Issue 34: MySQL table redundancy design

introduction:

In the previous article, I introduced the standardized table design of MySQL paradigm. Paradigm design has the following advantages:
How to eliminate data redundancy to the extreme, thereby reducing the additional occupation of the disk by the relational table.
The relationship between the various tables is very clear and very readable.

text:

But the paradigm design also has disadvantages:

The table paradigm is standardized. The higher the level, the greater the number of tables. For example, 2NF may have more tables than 1NF, 3NF may have more tables than 2NF, and so on.
The more tables there are, the more tables may need to be associated when querying. We know that the cost of retrieving multiple tables is much larger than the cost of retrieving a single table.

To sum up, we need to combine the advantages of paradigm design and find ways to solve the shortcomings of paradigm design. The idea brought by this is to allow a certain degree of redundancy in data and use space for time. For example, the current microservice design, NOSQL database, etc. do not consider the paradigm standard theory at all.

This kind of thinking is the focus of today, and it is called anti-paradigm for short.

Anti-paradigm is to reduce the original high-level paradigm design to a low-level paradigm design through a certain amount of redundancy to reduce the shortcomings of the increase in the number of tables brought by the paradigm design. For example, a table that satisfies BCNF can be reduced to 3NF, or even to 2NF, to 1NF through redundancy of certain fields. Some scenarios do not even need to meet 1NF for query performance. For example, in table t1, originally there are 100 fields, of which 5 are commonly used, and the remaining 95 are not commonly used. Then you can integrate these 95 fields into a large object field, such as a JSON type field.
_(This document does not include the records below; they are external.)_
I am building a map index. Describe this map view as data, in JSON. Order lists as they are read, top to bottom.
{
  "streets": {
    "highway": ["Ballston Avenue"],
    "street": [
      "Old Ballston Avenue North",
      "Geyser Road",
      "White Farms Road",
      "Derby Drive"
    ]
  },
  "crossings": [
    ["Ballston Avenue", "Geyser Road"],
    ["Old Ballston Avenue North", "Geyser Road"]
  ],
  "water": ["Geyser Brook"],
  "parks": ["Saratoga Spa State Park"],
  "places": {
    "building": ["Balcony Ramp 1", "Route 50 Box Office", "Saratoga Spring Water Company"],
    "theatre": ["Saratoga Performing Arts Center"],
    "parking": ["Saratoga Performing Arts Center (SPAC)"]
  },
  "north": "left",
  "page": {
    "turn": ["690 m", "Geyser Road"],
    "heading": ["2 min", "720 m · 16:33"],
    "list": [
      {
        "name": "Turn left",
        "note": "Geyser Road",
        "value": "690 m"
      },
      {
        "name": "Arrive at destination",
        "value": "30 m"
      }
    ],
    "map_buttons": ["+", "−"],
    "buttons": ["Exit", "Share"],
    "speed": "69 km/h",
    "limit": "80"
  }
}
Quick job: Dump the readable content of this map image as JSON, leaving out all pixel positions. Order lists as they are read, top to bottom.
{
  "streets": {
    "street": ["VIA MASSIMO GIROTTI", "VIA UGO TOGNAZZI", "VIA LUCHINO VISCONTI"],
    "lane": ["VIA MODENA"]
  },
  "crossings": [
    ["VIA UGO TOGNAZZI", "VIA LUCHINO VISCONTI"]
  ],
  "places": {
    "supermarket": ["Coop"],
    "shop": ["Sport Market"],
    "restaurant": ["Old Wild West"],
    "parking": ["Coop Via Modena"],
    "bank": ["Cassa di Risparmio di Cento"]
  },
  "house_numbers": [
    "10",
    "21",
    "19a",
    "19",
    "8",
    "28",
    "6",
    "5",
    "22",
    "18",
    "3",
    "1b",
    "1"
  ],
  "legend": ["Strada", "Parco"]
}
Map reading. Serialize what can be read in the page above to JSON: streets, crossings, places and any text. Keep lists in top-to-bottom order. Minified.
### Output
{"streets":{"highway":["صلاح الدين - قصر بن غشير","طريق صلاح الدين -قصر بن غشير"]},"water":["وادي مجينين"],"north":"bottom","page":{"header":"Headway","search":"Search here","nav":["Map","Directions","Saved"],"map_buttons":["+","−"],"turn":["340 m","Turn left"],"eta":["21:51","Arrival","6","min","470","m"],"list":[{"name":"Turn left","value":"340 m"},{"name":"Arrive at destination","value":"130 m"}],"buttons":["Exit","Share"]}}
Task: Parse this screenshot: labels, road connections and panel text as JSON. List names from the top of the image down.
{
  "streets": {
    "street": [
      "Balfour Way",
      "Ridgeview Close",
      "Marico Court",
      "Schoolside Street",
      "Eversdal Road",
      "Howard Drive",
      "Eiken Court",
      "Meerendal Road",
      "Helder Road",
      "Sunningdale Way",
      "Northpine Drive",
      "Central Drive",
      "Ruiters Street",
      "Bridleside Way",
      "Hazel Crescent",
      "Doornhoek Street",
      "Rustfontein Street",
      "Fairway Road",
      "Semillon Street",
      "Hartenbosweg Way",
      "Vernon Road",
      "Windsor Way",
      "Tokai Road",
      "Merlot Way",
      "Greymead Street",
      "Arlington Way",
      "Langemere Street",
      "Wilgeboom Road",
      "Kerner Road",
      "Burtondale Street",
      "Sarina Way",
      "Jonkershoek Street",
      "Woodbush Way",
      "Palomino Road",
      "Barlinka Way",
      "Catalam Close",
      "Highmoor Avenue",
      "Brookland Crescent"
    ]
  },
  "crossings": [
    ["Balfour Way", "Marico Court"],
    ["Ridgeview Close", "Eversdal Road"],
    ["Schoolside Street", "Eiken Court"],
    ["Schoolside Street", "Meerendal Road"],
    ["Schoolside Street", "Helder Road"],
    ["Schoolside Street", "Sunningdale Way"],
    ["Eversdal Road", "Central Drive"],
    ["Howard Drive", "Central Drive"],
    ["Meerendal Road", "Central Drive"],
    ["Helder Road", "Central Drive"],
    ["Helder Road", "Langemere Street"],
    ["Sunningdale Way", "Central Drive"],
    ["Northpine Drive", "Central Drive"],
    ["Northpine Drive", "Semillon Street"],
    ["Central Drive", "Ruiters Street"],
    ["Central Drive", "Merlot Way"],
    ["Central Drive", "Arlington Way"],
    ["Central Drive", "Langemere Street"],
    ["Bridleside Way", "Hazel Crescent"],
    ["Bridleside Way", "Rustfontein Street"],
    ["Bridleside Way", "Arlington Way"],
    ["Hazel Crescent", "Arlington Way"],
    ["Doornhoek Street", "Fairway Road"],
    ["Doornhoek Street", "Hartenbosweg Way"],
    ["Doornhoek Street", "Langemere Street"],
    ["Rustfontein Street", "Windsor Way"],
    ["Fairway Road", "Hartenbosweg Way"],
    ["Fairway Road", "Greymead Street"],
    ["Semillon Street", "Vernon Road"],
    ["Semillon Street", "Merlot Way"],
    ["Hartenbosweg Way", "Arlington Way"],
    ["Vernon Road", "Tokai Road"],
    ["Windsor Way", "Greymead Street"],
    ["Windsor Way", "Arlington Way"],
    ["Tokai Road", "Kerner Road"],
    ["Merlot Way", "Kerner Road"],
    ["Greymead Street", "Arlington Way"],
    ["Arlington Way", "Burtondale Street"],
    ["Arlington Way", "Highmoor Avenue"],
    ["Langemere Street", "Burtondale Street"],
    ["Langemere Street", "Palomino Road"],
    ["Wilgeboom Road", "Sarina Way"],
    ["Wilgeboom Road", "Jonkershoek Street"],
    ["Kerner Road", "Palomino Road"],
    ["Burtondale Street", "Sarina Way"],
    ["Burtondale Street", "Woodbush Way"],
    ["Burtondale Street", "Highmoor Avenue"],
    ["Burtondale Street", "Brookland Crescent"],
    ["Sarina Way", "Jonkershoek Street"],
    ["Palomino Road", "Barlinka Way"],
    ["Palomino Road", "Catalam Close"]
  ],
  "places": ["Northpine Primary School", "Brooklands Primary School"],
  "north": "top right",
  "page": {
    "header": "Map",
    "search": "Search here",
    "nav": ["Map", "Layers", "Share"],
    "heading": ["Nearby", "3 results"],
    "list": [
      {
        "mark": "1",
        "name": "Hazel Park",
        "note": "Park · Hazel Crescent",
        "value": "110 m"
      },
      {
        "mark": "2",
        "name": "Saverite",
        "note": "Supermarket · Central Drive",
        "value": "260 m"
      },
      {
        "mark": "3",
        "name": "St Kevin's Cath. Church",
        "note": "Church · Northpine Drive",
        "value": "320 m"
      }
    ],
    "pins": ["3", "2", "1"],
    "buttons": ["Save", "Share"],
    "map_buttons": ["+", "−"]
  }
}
Next, we use a simple example to see how the anti-paradigm can streamline query statements and improve efficiency.

The following 5 relationship tables represent the employee table, department table, salary table, employee-department relationship table, employee-salary relationship table.

Employee table:

(debian-ytt1:3500)|(ytt)>desc employee;
+-----------------+------------------+------+-----+---------+-------+
| Field           | Type             | Null | Key | Default | Extra |
+-----------------+------------------+------+-----+---------+-------+
| employee_number | varchar(64)      | NO   | PRI | NULL    |       |
| employee_name   | varchar(64)      | YES  |     | NULL    |       |
| gender          | char(1)          | YES  |     | NULL    |       |
| age             | tinyint unsigned | YES  |     | NULL    |       |
| register_date   | date             | YES  |     | NULL    |       |
+-----------------+------------------+------+-----+---------+-------+
5 rows in set (0.00 sec)

Department table:


(debian-ytt1:3500)|(ytt)>desc dept;
+------------+------------------+------+-----+---------+-------+
| Field      | Type             | Null | Key | Default | Extra |
+------------+------------------+------+-----+---------+-------+
| dept_id    | tinyint unsigned | NO   | PRI | NULL    |       |
| dept_name  | varchar(64)      | YES  |     | NULL    |       |
| found_date | datetime         | YES  |     | NULL    |       |
+------------+------------------+------+-----+---------+-------+
3 rows in set (0.00 sec)

Salary table:


(debian-ytt1:3500)|(ytt)>desc salary;
+--------------+------------------+------+-----+---------+-------+
| Field        | Type             | Null | Key | Default | Extra |
+--------------+------------------+------+-----+---------+-------+
| salary_level | tinyint unsigned | NO   | PRI | NULL    |       |
| base_salary  | decimal(10,2)    | YES  |     | NULL    |       |
| extra_salary | decimal(10,2)    | YES  |     | NULL    |       |
+--------------+------------------+------+-----+---------+-------+
3 rows in set (0.00 sec)

Employee and salary relationship table:

(debian-ytt1:3500)|(ytt)>desc employee_vs_salary;
+-----------------+------------------+------+-----+---------+-------+
| Field           | Type             | Null | Key | Default | Extra |
+-----------------+------------------+------+-----+---------+-------+
| employee_number | varchar(64)      | NO   | PRI | NULL    |       |
| salary_level    | tinyint unsigned | NO   | PRI | NULL    |       |
+-----------------+------------------+------+-----+---------+-------+
2 rows in set (0.00 sec)

Employee and department relationship table:


(debian-ytt1:3500)|(ytt)>desc employee_vs_dept;
+-----------------+------------------+------+-----+---------+-------+
| Field           | Type             | Null | Key | Default | Extra |
+-----------------+------------------+------+-----+---------+-------+
| employee_number | varchar(64)      | NO   | PRI | NULL    |       |
| dept_id         | tinyint unsigned | NO   | PRI | NULL    |       |
| is_manager      | char(1)          | YES  | MUL | NULL    |       |
+-----------------+------------------+------+-----+---------+-------+
3 rows in set (0.00 sec)

Now there are the following query requirements:

Query the name of the department manager of each department and the corresponding department name.
Query the name of the first employee in each department.
List the name of the employee with the highest salary in the "Service Department".
Count the number of men and women in each department.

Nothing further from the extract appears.